Promettete, purché con giudizio

Da ultimo il presidenzialismo, cavallo di battaglia di Fratelli d’Italia e di Berlusconi. Il fascismo, le derive autoritarie di cui parlano i soliti noti, non c’entrano niente. La proposta non va bene per un insieme di ragioni che attengono a questioni di tecnica costituzionale (benissimo sintetizzate da Luciano Violante su Repubblica). La proposta ha senso solo se serve a lanciare un sasso in piccionaia. Archiviato, con il referendum del 2016, il progetto Renzi teso a rafforzare l’esecutivo, delle anomalie della nostra democrazia parlamentare non si discute più. Ma esse (a cominciare dal bicameralismo simmetrico: due Camere con uguali poteri) sono sempre lì.

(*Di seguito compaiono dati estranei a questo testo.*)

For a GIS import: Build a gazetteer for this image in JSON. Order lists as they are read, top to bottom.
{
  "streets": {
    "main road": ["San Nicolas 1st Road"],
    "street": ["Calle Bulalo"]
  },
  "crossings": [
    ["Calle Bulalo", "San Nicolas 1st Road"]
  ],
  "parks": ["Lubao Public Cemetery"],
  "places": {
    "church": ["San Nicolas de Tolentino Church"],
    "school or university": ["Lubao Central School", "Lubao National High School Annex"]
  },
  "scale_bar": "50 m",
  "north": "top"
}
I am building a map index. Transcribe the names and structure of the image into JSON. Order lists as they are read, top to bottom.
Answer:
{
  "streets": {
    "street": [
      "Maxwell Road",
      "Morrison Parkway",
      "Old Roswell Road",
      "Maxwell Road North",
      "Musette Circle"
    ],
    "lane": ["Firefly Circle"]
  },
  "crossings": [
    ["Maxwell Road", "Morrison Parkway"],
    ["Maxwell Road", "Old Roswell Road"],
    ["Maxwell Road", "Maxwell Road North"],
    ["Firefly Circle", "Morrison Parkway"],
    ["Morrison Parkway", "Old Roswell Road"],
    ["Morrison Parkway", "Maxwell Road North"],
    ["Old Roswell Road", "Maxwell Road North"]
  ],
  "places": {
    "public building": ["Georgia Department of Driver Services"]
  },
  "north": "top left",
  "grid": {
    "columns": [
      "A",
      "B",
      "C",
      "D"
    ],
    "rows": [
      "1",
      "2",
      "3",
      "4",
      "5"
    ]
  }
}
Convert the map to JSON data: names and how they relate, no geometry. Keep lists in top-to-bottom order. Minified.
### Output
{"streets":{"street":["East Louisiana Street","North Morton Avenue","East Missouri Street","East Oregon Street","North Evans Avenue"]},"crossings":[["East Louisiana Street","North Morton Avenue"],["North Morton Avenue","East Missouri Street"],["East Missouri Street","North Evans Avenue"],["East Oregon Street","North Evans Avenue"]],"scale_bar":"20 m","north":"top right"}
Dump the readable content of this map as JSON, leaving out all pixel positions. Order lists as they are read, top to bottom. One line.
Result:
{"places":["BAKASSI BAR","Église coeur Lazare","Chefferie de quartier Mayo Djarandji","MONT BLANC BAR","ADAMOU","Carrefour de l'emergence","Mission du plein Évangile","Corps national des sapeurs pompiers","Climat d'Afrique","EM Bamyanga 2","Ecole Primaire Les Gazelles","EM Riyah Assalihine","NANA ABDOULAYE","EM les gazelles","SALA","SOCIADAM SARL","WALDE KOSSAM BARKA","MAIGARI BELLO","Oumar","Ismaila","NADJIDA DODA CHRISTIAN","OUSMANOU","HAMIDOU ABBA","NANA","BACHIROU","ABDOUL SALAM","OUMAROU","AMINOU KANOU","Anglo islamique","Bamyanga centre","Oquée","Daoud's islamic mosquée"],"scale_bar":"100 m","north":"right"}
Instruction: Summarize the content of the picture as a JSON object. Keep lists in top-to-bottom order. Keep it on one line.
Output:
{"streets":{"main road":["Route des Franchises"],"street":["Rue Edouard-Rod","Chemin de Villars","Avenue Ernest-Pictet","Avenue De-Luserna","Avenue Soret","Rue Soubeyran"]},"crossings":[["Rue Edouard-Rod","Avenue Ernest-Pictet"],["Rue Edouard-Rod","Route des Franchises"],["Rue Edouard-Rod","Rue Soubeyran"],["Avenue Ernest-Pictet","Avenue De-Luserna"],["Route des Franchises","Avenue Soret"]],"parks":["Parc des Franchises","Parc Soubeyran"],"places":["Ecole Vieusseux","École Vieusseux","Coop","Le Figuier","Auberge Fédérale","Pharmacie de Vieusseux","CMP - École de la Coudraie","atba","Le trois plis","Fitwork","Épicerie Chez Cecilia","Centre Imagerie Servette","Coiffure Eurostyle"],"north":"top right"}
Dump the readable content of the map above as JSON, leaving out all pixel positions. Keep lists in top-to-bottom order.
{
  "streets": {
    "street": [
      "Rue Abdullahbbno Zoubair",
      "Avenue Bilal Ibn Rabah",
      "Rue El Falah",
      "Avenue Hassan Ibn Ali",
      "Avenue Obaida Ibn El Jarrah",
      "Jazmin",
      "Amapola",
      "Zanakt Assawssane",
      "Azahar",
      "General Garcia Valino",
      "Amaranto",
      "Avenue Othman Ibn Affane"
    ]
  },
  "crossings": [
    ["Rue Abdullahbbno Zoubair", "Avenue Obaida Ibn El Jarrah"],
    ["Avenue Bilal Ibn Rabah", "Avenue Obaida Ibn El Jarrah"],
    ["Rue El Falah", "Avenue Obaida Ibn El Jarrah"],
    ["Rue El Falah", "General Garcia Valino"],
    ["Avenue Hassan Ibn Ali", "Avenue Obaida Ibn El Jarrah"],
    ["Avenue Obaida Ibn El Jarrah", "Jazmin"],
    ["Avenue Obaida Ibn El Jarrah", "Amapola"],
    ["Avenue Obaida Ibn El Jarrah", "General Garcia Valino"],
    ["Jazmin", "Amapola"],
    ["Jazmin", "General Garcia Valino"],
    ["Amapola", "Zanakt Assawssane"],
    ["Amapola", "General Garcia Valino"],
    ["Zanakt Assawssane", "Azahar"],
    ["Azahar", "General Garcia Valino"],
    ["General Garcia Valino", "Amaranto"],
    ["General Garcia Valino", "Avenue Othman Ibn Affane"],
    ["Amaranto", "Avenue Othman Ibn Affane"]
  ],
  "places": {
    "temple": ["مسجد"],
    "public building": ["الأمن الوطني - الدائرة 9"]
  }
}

Quando si sentono i soliti cantori della «Costituzione più bella del mondo» denunciare le solite derive autoritarie, bisogna resistere al (comprensibile) impulso di plaudire alle suddette derive. Costoro usano sempre le stesse parole, si tratti di attaccare la proposta di Renzi o il presidenzialismo di Meloni. Dal loro punto di vista, sono tutte varianti della «marcia su Roma». In modi diversi, tutte le grandi democrazie europee (eccetto l’Italia) hanno governi istituzionalmente forti. Perché solo noi dobbiamo subire la maledizione di governi deboli? Non è il presidenzialismo di Meloni che potrà risolvere il problema. Ma se consentirà, dopo le elezioni, di aprire un dialogo fra le forze politiche per trovare soluzioni istituzionali possibili e praticabili, tale proposta sarà comunque servita a qualcosa.

Senza bisogno di scomodare l’hegeliana astuzia della ragione, si può forse (sommessamente) auspicare che qualche germoglio di razionalità sbocci persino in questa campagna elettorale. Nonostante il solito diluvio di spacconate.